Another study looked at the effects of fasting on reaction times after two hard sprints. The results were similar: the subjects who fasted had significantly slower reaction times than the ones who didn’t.
Depriving your body of food not only makes you feel sluggish and lightheaded — which you already know — but also literally makes your brain slower.
Moderation in all things: getting the right amount of calories
One of our core principles at TB12 is moderation and balance, and this applies to the way your brain is affected by your caloric intake. While cutting out too many calories has serious effects on short-term memory, planning, and decision-making (as seen in patients with eating disorders), the brain actually does well with a slight reduction in caloric intake.
In fact, research shows that the best way to maintain cognitive performance through food is through moderate calorie restriction — eating until you’re about 75 percent full. This is what Tom Brady does, and evidence from scientific studies supports it. Long-term caloric restriction promises a host of benefits for your body (like weight loss and a lower risk of heart diseases), but it can also reduce feelings of depression and hunger without hurting your cognitive performance.

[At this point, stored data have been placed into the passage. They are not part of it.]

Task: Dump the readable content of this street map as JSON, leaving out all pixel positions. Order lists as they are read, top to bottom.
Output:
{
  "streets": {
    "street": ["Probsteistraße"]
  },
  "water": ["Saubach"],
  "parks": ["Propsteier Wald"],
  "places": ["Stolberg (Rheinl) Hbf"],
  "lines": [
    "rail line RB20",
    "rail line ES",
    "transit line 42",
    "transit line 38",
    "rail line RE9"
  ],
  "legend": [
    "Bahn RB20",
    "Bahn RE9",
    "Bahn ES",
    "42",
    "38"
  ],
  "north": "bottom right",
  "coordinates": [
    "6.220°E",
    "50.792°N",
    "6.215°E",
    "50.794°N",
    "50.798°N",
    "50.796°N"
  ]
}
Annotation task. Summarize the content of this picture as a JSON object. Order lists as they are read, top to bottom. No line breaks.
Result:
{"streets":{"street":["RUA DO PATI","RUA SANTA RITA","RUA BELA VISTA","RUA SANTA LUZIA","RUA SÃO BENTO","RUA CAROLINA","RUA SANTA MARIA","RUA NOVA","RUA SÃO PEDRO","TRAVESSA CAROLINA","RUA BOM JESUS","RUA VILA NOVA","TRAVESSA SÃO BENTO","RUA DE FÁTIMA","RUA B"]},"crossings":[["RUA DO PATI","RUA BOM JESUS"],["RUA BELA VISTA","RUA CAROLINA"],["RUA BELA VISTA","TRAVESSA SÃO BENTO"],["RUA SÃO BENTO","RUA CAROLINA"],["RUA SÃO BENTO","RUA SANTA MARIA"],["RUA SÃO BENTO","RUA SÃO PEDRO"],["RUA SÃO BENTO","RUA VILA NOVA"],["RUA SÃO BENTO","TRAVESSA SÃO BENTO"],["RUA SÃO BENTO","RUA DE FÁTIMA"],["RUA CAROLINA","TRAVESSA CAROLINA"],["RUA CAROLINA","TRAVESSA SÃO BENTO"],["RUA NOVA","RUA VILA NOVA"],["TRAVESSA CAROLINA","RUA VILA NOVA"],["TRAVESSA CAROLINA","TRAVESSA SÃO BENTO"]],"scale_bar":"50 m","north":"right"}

Bonus Brain Hack: You Don’t Even Have to Swallow Your Drink to Make Your Brain Happy
Carbohydrates affect your brain as soon as they enter your mouth. Any carbohydrate (solid or liquid) will work, but this trick would work best with a sports drink. Even if you don’t swallow, the carbohydrates send a signal from your mouth to your brain that instantly increases brain activity.
Scientists have observed a second spike in brain activity when carbs make it to your stomach. This spike occurs about 10 minutes after ingestion.
How Hydration Affects Your Brain
Your brain is 75 percent water, so when it doesn’t get enough, it really feels it. The most important effect of dehydration on your cognitive performance is the simplest one: it makes you feel awful. And if you feel bad, you’re not going to play at the top of your game. This effect of dehydration is well-documented — but it’s also easy to understand because we’ve all been there.
In addition to making you feel subjectively worse, dehydration has specific effects on your brain function. Dehydration has been found to impair hand-eye coordination, short-term memory, attention, alertness, and concentration — all of which you need to do what you love.
On the flip side, adding water back into your system has positive effects. For example, you can boost your brain activity instantly by drinking a glass of water, even if you’re not thirsty. Not only will drinking water help you to avoid dehydration, but it also significantly improves your mood for about half an hour after you drink it. This, at least, is the finding of a study of the effect of hydration on young students.
bonus: to rehydrate faster, have some carbohydrates with your water and electrolytes
Eating carbohydrates isn’t just a way to help your muscles restore glycogen; it’s also a way to tell your body to absorb water and electrolytes. In other words, your body will benefit more from the hydrating power of your water and TB12 Electrolytes if you couple it with a TB12 Snack. More hydration means even more cognitive benefits of adequate hydration.
How Sleep Affects Your Brain
The strongest conclusions that scientists can make about sleep and the brain come from studies of sleep deprivation, which evaluate test subjects’ cognitive performance (on a variety of tasks) after the subjects have been kept awake for a certain amount of time. These studies have found that sleep deprivation affects your brain in serious ways.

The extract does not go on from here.